WHAT? A new Porcupine Tree album? When did this happen? I thought they didn’t get on! So when’s it coming ou…oh, sorry, my newsletter readers are here, this can wait. Sorry about that, readers, I was just chatting to your Uncle Gordon about Porcupine Tree. Hi! And welcome back to the Fruit Salad Therapy Tapes, a weekly interactive sketchpad/notebook project from friendly nuisance Joz Norris. If you’re enjoying the newsletter I’d love it if you shared it with a friend or encouraged people to subscribe! Alternatively, if you decide you’ve had enough of it and it’s no longer for you, you’re very welcome to unsubscribe any time you like. If you’re still with me, then read on for this week’s Tape!

“Cutting Through”

I’ve been thinking a lot about making shows for the Edinburgh Fringe recently, so this newsletter might be of particular interest to those readers who are fellow writer-performers, but hopefully it’ll have some broader ideas in it which might be of interest to all of you. I’ve been discussing the making of shows, and the process of taking them to Edinburgh, with quite a few different performers, writers, artists and other creative types recently, and have started to notice something that a lot of us seem to be preoccupied by that I’m starting to find concerning.

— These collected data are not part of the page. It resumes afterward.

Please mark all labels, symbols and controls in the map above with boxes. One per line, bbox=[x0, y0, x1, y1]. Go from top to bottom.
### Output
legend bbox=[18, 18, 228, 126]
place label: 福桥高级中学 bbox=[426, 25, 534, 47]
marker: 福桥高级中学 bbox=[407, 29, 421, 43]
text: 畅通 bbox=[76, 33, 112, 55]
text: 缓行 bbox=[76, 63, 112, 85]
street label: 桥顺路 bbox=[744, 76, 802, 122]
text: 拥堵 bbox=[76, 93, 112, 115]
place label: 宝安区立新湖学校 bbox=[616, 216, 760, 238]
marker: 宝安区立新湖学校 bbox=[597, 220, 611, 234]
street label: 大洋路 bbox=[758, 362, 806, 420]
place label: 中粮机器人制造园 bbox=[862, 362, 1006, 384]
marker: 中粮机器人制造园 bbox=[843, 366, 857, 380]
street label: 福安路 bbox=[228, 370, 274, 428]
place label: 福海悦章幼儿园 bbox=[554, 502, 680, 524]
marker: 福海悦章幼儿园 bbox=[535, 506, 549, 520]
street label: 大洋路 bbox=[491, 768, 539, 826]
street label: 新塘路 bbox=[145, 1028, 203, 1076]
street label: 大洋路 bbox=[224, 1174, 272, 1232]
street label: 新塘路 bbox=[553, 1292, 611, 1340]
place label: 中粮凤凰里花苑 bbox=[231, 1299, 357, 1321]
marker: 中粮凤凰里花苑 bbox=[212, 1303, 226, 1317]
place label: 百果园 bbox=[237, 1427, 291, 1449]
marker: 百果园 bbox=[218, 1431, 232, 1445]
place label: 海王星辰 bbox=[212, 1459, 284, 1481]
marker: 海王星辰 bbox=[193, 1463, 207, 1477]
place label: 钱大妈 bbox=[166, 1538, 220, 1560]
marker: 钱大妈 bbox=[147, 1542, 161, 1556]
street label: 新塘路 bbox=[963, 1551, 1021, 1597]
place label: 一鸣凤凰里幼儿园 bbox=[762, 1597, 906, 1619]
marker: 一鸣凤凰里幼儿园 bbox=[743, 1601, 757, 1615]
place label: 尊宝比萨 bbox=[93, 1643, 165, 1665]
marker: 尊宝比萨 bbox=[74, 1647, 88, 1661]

As a lot of you will know, the Edinburgh Fringe did go ahead this year, in a massively scaled-back form, and all those who went up seemed to really enjoy taking part in the Fringe in a way that had none of the media scrutiny or pressure to “succeed” that normally comes with it, simply doing it on their own terms and pursuing smaller, more creative goals. It looked really nice and a part of me was envious to have not been involved, but at the time it was being booked I simply wasn’t ready in my head to go back to performing live. For a little while now, I’ve had a low-lying dread that next year’s Fringe won’t take forward the lessons of this year’s. Rather than maintaining a renewed focus on sustainable creativity and artistic development, I’ve feared that it’ll be a super-charged return to the high-pressured, media-frenzy-trade-fair Fringes of old. Some of the conversations I’ve had with people have borne this out.

There’s been a lot of talk about “cutting through,” which is a phrase I’m quite suspicious of. It inherently subscribes to the theory that the creative industries resemble a ladder, and progress up it is reliant on unlocking some sort of mythical “Level Two,” which is a kind of thinking that runs counter to the truth - that the creative industries are just a vast collection of people doing interesting stuff, and figuring it out as they go. A number of performers have told me they’re hoping to really double down on this Fringe and apply to the bigger, more industry-friendly “Big Four” paid venues rather than the more independent Pay-What-You-Want venues, and pay for PR, and so on, in pursuit of that most nebulous of goals, “cutting through.”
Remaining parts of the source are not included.